To fix this, we redesigned Presto lambda execution via Presto #8031. The key observations are:

• Lambda capture has to be performed per invocation, as different value will be captured for each row.
• However, we should use the same class representing captured lambda for every `BIND` call, otherwise we will generate too many classes.

We use the same approach as Java uses to handle lambda and capture [3, 4]:

• A lambda is represented as an object whose type is a functional interface (a.k.a. Single Abstract Method class)
• The `invokedynamic` instruction is used to perform lambda capture:
• During the first `invokedynamic` call, the class representing the captured lambda (which is a functional interface) is created and a method to perform the capture is generated in it. This step is also called linkage and will only be done once.
• Every `invokedynamic` call performs capture and returns an instance of the desired functional interface.

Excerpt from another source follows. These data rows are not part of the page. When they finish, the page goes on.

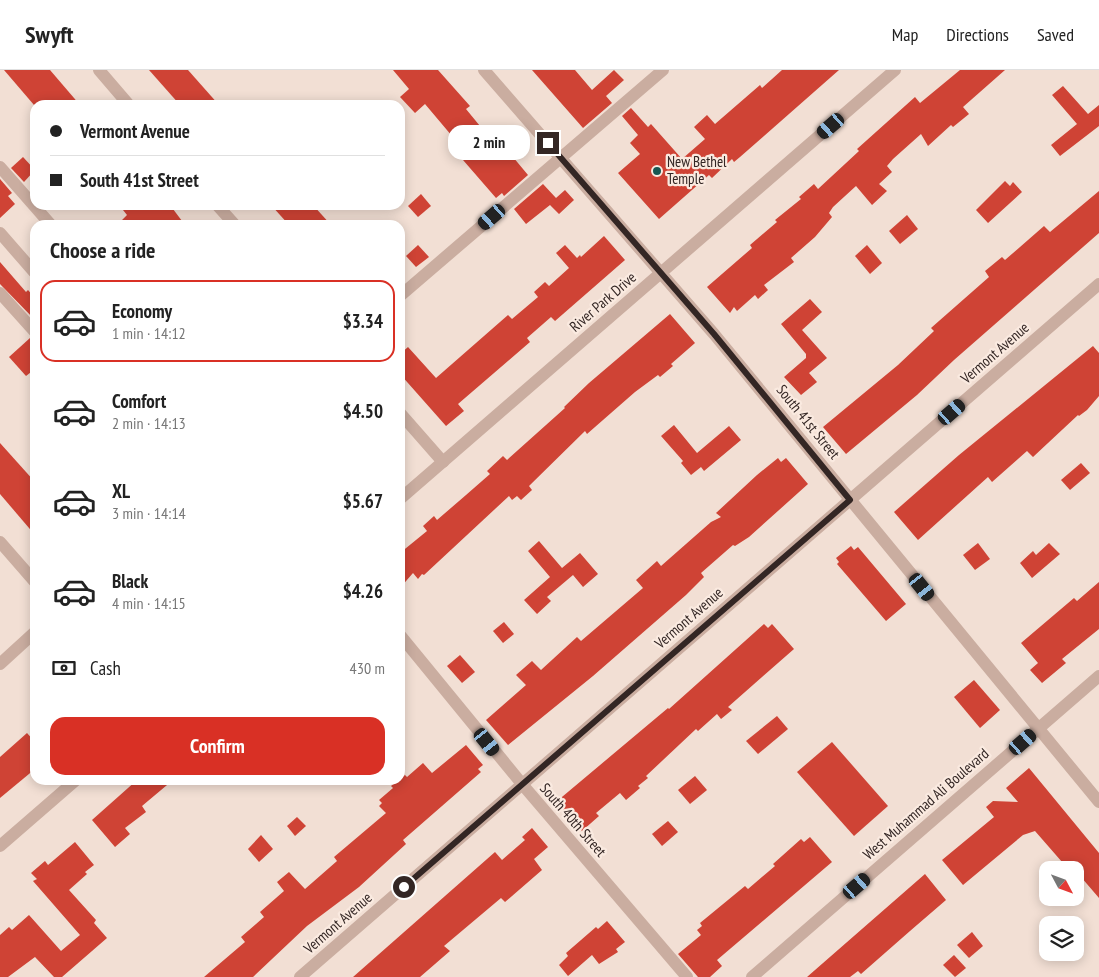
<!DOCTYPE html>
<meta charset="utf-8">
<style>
body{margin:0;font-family:"PT Sans Narrow",sans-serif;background:#f2f2f2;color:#222;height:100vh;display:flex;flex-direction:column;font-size:19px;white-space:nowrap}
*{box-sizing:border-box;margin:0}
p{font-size:16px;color:#767676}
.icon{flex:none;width:28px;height:28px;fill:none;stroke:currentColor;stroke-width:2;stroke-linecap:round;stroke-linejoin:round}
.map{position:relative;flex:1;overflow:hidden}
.panel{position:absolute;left:30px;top:150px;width:375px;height:565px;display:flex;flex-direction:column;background:#fff;border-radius:15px;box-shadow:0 2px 12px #0003}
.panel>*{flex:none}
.banner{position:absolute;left:30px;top:30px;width:375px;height:110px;border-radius:15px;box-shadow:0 2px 12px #0003;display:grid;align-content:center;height:110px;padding:0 20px;background:#fff}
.needle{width:32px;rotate:131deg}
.controls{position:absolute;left:1039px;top:791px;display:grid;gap:10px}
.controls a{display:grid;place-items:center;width:45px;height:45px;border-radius:10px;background:#fff;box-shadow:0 2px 12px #0003;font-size:25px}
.end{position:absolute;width:22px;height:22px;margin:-11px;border:6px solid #332624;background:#fff;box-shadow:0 0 0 2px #fff}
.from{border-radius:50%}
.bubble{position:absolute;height:35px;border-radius:15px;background:#fff;box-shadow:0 2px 12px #0003;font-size:16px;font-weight:700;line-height:35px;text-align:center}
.car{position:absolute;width:15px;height:30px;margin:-15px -8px;border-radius:6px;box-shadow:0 0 4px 1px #0007;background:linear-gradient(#222 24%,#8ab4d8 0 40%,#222 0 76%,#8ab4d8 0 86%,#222 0)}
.banner b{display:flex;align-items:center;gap:18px;height:48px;font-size:19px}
.banner b+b{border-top:1px solid #e0e0e0}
.banner i{width:12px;height:12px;background:#222}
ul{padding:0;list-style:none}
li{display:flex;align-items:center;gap:15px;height:82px;margin:0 10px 8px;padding:0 10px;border:2px solid transparent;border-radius:15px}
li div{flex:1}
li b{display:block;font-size:19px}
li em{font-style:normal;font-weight:700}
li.active{border-color:#d93025}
li>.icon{width:45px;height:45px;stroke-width:1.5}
h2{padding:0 20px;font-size:22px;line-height:60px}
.pay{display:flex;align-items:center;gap:12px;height:55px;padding:0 20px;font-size:19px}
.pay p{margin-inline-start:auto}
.primary-button{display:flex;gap:10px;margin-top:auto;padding:10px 20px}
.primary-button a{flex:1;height:58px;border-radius:15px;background:#d93025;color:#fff;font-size:20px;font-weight:700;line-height:58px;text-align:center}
header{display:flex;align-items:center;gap:30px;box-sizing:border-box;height:70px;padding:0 25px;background:#fff;border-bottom:1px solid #e0e0e0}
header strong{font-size:24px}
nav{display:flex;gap:28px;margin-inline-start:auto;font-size:18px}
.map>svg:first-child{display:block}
.building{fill:#cf4335}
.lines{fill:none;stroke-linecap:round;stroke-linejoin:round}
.minor{stroke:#caada0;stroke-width:12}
.route{stroke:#332624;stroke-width:6}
.poi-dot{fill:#175752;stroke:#faeae0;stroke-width:2}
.labels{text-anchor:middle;stroke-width:4.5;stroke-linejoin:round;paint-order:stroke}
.poi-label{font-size:15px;fill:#332624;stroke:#faeae0;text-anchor:start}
.street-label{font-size:15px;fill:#332624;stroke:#faeae0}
</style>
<header>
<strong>Swyft</strong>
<nav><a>Map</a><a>Directions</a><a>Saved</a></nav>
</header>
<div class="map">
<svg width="1099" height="907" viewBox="0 0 1099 907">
<rect width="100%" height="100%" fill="#f2dfd4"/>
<g class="building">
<path d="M4 0H50L80 35H34Z"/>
<path d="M149 0H188L219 35H180Z"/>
<path d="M393 0H438L470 36 466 39 489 67 493 63 528 105 504 126 502 123 496 128 463 90 468 85 425 34 415 43 400 27 409 19Z"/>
<path d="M532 0H575L592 20 614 0 624 10 606 26 612 33 583 58Z"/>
<path d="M782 0H839L740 87 734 92 732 89 712 108 709 105 659 149 618 103 640 84 630 73 638 65 622 46 631 38 648 57 651 54 682 89 705 69 694 57 707 45 715 54 760 15 762 18Z"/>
<path d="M960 0H1005L963 37 969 44 953 57 951 55 928 76 921 64 893 89 887 96 892 102 879 114 887 121 872 135 856 116 833 137 829 143 832 147 815 167 791 188 794 192 764 215 768 220 758 229 755 225 737 241 734 237 730 243 707 217 752 178 750 175 777 152 775 150 801 129 799 127 814 114 818 119 859 81 857 79 915 27 920 33Z"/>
<path d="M1063 16 1088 44 1099 35V56L1060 86 1051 75 1077 54 1052 25Z"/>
<path d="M23 87 35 100 24 112 11 98Z"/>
<path d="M0 109 12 123 8 126 15 134 0 148Z"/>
<path d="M1005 111 1010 116 1013 112 1022 122 988 153 976 140Z"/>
<path d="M543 114 556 128 565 120 574 130 559 144 550 135 526 154 514 139Z"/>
<path d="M1099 121V163L954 290 917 325 846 384 823 357 898 295 934 261 931 258 989 207 985 201 1002 187 1005 190 1044 156 1050 162Z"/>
<path d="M421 124 431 136 418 147 408 136Z"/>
<path d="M119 135H170L185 155H117L127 145Z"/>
<path d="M271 135H313L331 155H289Z"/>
<path d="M907 145 918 159 900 174 889 161Z"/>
<path d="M604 166 625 190 555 251 551 247 527 268 530 272 458 334 464 341 446 356 400 304V284L408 277 436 308 508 245 512 249 538 227 534 222 545 212 549 216 569 198 556 183 565 175 577 188 580 185 581 187Z"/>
<path d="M418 175 429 187 416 197 406 186Z"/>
<path d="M867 175 882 193 870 204 855 186Z"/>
<path d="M0 192 26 222 28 220 35 228V250L0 214Z"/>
<path d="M810 229 822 242 802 260 827 288 809 303 817 312 801 325 784 307 806 288V284L781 254Z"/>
<path d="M670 244 695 273 671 294 673 296 660 307 658 305 635 322 587 364 585 361 529 416 532 420 521 430 517 426 512 430 509 426 424 505 422 504 418 509 413 503 400 518V483L427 461 423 456 434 446 437 450 466 425 490 404 487 401 503 386 507 390 565 338 564 337 589 313Z"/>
<path d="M30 268 35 270V299L26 306 9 287Z"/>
<path d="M1093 276 1099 283V326L1087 340 1079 346 1078 345 1033 387 1027 381 992 412 988 407 918 470 894 442 959 385Z"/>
<path d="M674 355 697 383 729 356 741 370 704 401 701 397 691 405 681 393 683 391 661 366Z"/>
<path d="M0 373 35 412V465L0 424Z"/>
<path d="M778 388 781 392 786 388 808 414 749 467 735 476 733 475 701 503 704 507 686 525 593 606 508 675 486 650 526 615 516 605 532 591 541 600 577 567 581 571 643 518 636 510 657 491 661 496 711 452 721 447 716 443 757 405Z"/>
<path d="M1081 393 1090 403 1070 420 1061 410Z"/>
<path d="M539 471 562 498 580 483 598 504 583 517 573 505 547 527 551 531 537 544 524 530 550 507 528 481Z"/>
<path d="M978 473 990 489 975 500 963 485Z"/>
<path d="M1049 473 1060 484 1032 508 1020 493 1033 481 1036 485Z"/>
<path d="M851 476 854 480 858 477 906 534 886 551 837 494 839 492 836 488Z"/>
<path d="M1099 512V559L1062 589 1066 593 1042 613 1030 600 1038 593 1021 573 1074 528 1077 531Z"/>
<path d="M504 552 514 564 503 573 493 561Z"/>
<path d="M764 554 768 558 772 554 794 579 728 637 732 640 721 649 717 644 698 661 696 659 646 706 648 708 638 716 640 718 626 730 620 723 596 743 599 746 582 761 556 732 668 638 669 639Z"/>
<path d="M460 585 475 602 462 613 447 596Z"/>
<path d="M974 610 1000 640 980 658 954 627Z"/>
<path d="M777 646 788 659 758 684 746 671Z"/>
<path d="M27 663 35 672V699L0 728V687Z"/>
<path d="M832 672 888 736 854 766 797 702Z"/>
<path d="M466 675 483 695 478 699 481 702 403 770 406 774 359 817 307 856 253 907H204L245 872 241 867 264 847 260 842 284 821 277 812 289 802 305 819 337 791 334 787 386 743 379 736 382 733 379 730 393 718 391 716 405 705 407 707 423 693 432 703Z"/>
<path d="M1029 698 1099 783V828L1075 800H1069L1035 761 1023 765 963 815 942 790 994 747 986 737 993 731 1018 732 1006 718Z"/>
<path d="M695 706 707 720 690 734 678 720Z"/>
<path d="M137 710H173L142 736 146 742 125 758 130 764 115 777 92 750Z"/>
<path d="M297 747 306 756 295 766 287 756Z"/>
<path d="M668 751 678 762 662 776 652 764Z"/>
<path d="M532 758 548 777 534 789 542 800 505 832 501 828 444 876 450 881 420 907H353L495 782 502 790 525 770 522 767Z"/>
<path d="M261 765 273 779 259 792 248 779Z"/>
<path d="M810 767 832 792 717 890 722 896 710 907H698L678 884 701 865 697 860 702 856 700 853 745 816 748 819 775 796 773 794 801 769 804 772Z"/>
<path d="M75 772 94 795 85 802 87 804 69 820 96 850 94 853 107 868 62 907H54L35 887 8 907H0V865L9 857 12 860 29 845 61 881 80 865 33 811 37 809 31 803 45 791 48 795Z"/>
<path d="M925 804 946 830 910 861 861 904 858 901 850 907H807Z"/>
<path d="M607 851 625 872 616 879 618 882 599 894 592 885 568 906 559 895 568 886 566 883 596 857 598 859Z"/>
<path d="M972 862 983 876 969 888 957 875Z"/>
<path d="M954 885 966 898 955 907 943 895Z"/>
</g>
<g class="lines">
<g class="minor">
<path d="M99 0 129 35"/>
<path d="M484 0 714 264 1099 732"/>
<path d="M0 97 51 155"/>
<path d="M217 135 235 155"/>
<path d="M0 163 35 203"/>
<path d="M0 223 35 262"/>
<path d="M400 226 663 0"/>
<path d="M400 343 443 392"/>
<path d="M400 429 895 0"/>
<path d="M0 472 35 512"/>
<path d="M400 565 522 714 687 907"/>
<path d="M0 594 35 562"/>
<path d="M0 776 76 710"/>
<path d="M300 907 1099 214"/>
<path d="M752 907 1099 606"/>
</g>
</g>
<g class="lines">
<path class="route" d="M404 817 850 430 714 264 548 73"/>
</g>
<circle class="poi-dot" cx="657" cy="101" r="5"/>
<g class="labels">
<g class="poi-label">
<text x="667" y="97">New Bethel<tspan x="667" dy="17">Temple</tspan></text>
</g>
<g class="street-label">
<text transform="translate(603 232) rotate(-41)" y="5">River Park Drive</text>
<text transform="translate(995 283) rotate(-41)" y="5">Vermont Avenue</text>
<text transform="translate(808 352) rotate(51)" y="5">South 41st Street</text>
<text transform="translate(689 548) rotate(-41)" y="5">Vermont Avenue</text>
<text transform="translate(926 734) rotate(-41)" y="5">West Muhammad Ali Boulevard</text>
<text transform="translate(573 750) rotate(49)" y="5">South 40th Street</text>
<text transform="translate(338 853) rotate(-41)" y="5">Vermont Avenue</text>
</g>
</g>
</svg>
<div class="controls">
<a><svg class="needle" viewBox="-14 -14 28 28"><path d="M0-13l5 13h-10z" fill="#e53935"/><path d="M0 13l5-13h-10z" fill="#767676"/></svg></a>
<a><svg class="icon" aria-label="layers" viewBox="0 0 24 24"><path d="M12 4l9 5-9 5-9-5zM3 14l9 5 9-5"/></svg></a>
</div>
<i class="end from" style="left:404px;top:817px"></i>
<i class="end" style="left:548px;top:73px"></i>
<div class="bubble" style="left:448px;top:55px;width:82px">2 min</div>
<i class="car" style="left:831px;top:56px;rotate:229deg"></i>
<i class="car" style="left:492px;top:147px;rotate:229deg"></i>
<i class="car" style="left:952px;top:342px;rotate:49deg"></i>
<i class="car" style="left:922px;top:517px;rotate:141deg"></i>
<i class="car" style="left:487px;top:672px;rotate:141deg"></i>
<i class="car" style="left:1023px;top:672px;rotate:49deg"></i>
<i class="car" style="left:857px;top:816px;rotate:49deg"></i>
<div class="banner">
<b><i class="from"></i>Vermont Avenue</b>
<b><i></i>South 41st Street</b>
</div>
<section class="panel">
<h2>Choose a ride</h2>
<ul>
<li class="active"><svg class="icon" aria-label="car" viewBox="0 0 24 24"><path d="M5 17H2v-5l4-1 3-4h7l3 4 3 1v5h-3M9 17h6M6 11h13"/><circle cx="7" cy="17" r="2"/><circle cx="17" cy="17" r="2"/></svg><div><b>Economy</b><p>1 min · 14:12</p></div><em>$3.34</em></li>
<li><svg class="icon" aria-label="car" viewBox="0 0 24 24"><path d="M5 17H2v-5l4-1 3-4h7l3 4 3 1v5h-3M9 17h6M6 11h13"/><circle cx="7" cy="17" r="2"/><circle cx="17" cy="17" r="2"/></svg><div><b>Comfort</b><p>2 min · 14:13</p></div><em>$4.50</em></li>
<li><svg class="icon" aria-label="car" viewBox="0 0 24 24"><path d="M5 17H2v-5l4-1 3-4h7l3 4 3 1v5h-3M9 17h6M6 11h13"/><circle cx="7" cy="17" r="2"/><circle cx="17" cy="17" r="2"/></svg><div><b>XL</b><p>3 min · 14:14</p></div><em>$5.67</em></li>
<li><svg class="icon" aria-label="car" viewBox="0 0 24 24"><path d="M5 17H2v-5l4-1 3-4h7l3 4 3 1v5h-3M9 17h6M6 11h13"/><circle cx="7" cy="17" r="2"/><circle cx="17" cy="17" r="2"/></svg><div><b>Black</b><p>4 min · 14:15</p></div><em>$4.26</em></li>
</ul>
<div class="pay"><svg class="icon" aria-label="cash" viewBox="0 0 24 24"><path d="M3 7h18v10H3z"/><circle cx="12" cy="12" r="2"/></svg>Cash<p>430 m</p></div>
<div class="primary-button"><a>Confirm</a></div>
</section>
</div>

With this design, `BIND` function will always be fused together with the lambda generation step to generate a captured lambda in a single step — we cannot first generate an object representing the uncaptured lambda, and then perform a separate partial application step. Note this implementation also doesn’t allow more general higher-order functions that return a function as result.

## Lambda in Aggregation

While lambda was originally introduced to help query nested data with scalar functions, we also noted it can be used in aggregation functions to allow more flexible analytics. The initial support for lambda in aggregation was added in Presto#12084, with a reduce_agg function for demonstration purposes. `reduce_agg` conceputally allows the creation of User-Defined Aggregation Function (UDAF) by making the input and combine functions lambdas. The following example shows how to use `reduce_agg` to compute group-wise product (instead of sum):

``````SELECT id,
reduce_agg(value, 1, (a, b) -> a * b, (a, b) -> a * b) prod
FROM (
VALUES
(1, 2),
(1, 3),
(1, 4),
(2, 20),
(2, 30),
(2, 40)
) AS t(id, value)
GROUP BY id;

id | prod
----+-------
2 | 24000
1 |    24
(2 rows)``````

Unfortunately, due to JDK-8017163, aggregation state with `Slice` or `Block` as a native container type is intentionally not supported yet. It can result in excessive JVM remembered set memory usage. This is because aggregation state requires updates in unpredictable order, resulting in a huge amount of cross-region references when each state is a separate object. This issue is also reported in Presto#9553. This makes this function not yet practically useful. Once JDK-8017163 is fixed in later versions of the JVM, we are looking forward to enabling it with more general types to allow more flexible analytics in aggregations!